Eight healthy males were studied for a total of 13 subject-days to assess if gut (from an ingested pill) and axilla (from a thermally insulated skin probe) temperatures would act as a substitute for rectal temperature in field studies of the circadian rhythm of core temperature. Subjects slept and went about their activities, indoors and outdoors, normally. Regular recordings (at 6 min intervals) were made of temperatures from the three sites. In addition, activity was measured (by a sensor on the nondominant wrist) so that the raw temperature data could be "purified," that is, corrected for the direct effects of sleep and activity. Inspection of the raw data indicated that there was a close parallelism between rectal and gut temperatures, but that the parallelism between rectal and insulated axilla temperatures was less reliable. This parallelism was supported by initial calculations of the correlations between rectal and gut temperatures (high and positive) and between rectal and insulated axilla (lower, though still positive) temperatures. Calculation of the limits of agreement between the parameters of the cosine curves fitted to the raw data confirmed that the rectal and gut temperatures were far closer with regard to acrophase and amplitude than were rectal and insulated axilla temperatures (-0.31 +/- 0.89 vs. +0.75 +/- 6.03 h and +0.002 +/- 0.116 vs. +0.083 +/- 0.625 degrees C, respectively). After purification of the temperature data, the limits of agreement for the cosine parameters acrophase and amplitude still indicated that there was a closer agreement between rectal and gut temperatures than between rectal and insulated axilla temperatures (-0.30 +/- 1.12 vs. +0.58 +/- 6.69 h, and +0.007 +/- 0.116 vs. +0.104 +/- 0.620 degrees C, respectively). Part of the explanation of this difference was the unreliable relationships between temperature changes in insulated axilla temperature and bursts of activity and going to bed. It is concluded that, whereas gut temperature is a viable alternativ to rectal temperature (from the viewpoints of both user acceptability and the reliability of data obtained), insulated axilla temperature, though acceptable to subjects, is unreliable from an experimental viewpoint.

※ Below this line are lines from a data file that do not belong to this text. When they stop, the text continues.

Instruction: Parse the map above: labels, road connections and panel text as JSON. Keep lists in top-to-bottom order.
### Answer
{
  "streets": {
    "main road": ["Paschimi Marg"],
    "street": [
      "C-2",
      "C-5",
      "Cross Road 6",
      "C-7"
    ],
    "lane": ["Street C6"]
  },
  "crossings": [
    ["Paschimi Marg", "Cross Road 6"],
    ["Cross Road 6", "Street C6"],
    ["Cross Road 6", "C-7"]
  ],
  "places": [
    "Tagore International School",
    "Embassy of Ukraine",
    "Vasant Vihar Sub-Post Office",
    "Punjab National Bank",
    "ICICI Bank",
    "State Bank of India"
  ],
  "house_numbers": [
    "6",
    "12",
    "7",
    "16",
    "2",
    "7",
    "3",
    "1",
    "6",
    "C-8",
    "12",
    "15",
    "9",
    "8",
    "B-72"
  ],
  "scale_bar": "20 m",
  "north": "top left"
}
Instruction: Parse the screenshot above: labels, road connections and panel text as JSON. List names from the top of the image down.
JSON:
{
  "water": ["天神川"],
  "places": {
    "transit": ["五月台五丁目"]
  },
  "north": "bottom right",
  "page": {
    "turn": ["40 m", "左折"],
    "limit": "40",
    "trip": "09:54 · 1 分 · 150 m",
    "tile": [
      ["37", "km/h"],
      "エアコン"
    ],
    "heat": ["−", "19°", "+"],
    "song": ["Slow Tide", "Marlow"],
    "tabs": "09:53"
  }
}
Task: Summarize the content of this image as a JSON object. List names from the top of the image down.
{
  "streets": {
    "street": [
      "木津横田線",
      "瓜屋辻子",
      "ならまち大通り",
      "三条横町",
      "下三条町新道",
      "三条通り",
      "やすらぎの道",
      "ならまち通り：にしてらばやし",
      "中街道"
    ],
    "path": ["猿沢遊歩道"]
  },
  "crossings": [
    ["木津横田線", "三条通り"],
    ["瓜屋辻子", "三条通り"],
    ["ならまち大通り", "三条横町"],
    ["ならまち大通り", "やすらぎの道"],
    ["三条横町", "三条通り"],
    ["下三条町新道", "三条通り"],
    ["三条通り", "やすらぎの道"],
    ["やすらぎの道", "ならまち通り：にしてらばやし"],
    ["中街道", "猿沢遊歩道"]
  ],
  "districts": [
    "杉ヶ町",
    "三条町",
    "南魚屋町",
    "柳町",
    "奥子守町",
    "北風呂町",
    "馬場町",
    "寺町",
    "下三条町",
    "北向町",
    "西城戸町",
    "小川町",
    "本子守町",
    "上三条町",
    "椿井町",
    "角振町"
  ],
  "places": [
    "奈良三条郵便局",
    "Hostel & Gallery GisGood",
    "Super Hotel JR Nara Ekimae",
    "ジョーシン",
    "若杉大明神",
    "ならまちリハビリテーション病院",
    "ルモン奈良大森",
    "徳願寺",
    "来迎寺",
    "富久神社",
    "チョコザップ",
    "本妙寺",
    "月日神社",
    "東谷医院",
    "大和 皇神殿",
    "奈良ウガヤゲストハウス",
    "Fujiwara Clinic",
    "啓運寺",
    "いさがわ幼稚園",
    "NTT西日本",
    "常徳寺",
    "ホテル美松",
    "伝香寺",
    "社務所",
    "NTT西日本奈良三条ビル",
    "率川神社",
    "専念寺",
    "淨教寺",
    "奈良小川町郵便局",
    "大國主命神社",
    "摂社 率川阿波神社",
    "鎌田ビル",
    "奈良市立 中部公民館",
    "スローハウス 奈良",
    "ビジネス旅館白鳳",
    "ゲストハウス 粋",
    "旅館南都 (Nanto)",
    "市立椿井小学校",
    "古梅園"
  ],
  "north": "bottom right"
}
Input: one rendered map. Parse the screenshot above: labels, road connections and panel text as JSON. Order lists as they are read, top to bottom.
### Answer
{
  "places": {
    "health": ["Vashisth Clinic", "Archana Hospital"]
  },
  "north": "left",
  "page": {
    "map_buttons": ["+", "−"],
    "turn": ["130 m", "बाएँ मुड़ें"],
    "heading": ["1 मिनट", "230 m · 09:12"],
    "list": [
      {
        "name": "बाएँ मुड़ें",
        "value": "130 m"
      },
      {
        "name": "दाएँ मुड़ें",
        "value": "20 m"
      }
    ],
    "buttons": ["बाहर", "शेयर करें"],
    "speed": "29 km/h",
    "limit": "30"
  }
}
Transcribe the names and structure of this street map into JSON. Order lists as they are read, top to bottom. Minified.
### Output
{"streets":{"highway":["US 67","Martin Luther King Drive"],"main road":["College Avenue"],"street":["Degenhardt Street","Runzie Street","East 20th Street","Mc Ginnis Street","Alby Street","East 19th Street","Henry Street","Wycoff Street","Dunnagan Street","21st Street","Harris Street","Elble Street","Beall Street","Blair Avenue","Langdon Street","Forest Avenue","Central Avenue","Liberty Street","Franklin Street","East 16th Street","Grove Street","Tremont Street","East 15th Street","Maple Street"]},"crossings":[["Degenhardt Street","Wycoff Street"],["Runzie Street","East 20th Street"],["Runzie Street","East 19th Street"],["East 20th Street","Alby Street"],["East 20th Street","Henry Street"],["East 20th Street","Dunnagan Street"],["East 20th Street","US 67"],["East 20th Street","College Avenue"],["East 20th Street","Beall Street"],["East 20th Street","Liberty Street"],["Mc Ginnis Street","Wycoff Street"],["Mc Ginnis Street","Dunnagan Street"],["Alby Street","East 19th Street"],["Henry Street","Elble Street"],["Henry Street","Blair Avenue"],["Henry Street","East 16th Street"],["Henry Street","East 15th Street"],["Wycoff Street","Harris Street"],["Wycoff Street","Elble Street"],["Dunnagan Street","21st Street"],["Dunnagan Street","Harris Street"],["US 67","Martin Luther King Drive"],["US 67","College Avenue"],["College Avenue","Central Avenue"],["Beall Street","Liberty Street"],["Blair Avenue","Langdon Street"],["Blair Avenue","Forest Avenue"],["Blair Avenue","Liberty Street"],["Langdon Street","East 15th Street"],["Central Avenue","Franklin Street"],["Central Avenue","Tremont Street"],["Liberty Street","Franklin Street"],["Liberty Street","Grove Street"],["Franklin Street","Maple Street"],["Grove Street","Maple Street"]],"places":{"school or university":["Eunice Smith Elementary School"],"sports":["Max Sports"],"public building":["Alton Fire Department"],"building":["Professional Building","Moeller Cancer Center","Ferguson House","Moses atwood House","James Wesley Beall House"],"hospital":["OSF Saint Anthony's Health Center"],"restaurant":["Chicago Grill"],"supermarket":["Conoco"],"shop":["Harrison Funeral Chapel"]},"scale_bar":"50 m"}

对8名健康男性进行了为期13个受试者日的研究,以评估在核心体温昼夜节律的现场研究中,肠道温度(来自摄入的药丸)和腋窝温度(来自隔热皮肤探头)是否可替代直肠温度。受试者正常地在室内和室外睡觉及进行日常活动。每隔6分钟对这三个部位的温度进行常规记录。此外,测量活动量(通过非优势手腕上的传感器),以便对原始温度数据进行“净化”,即校正睡眠和活动的直接影响。对原始数据的检查表明,直肠温度和肠道温度之间存在密切的平行关系,但直肠温度和隔热腋窝温度之间的平行关系不太可靠。直肠温度与肠道温度之间(高度正相关)以及直肠温度与隔热腋窝温度之间(较低,但仍为正相关)的相关性初步计算结果支持了这种平行关系。对拟合原始数据的余弦曲线参数之间的一致性界限进行计算证实,就体温峰值相位和幅度而言,直肠温度和肠道温度比直肠温度和隔热腋窝温度更为接近(分别为-0.31±0.89小时对+0.75±6.03小时,以及+0.002±0.116℃对+0.083±0.625℃)。对温度数据进行净化后,余弦参数体温峰值相位和幅度的一致性界限仍然表明,直肠温度和肠道温度之间的一致性比直肠温度和隔热腋窝温度之间的一致性更紧密(分别为-0.30±1.12小时对+0.58±6.69小时,以及+0.007±0.116℃对+0.104±0.620℃)。这种差异的部分原因是隔热腋窝温度的变化与活动爆发和上床睡觉之间的关系不可靠。得出的结论是,从使用者可接受性和所获数据的可靠性这两个角度来看,肠道温度是直肠温度的可行替代方案;而隔热腋窝温度虽然受试者可以接受,但从实验角度来看是不可靠的。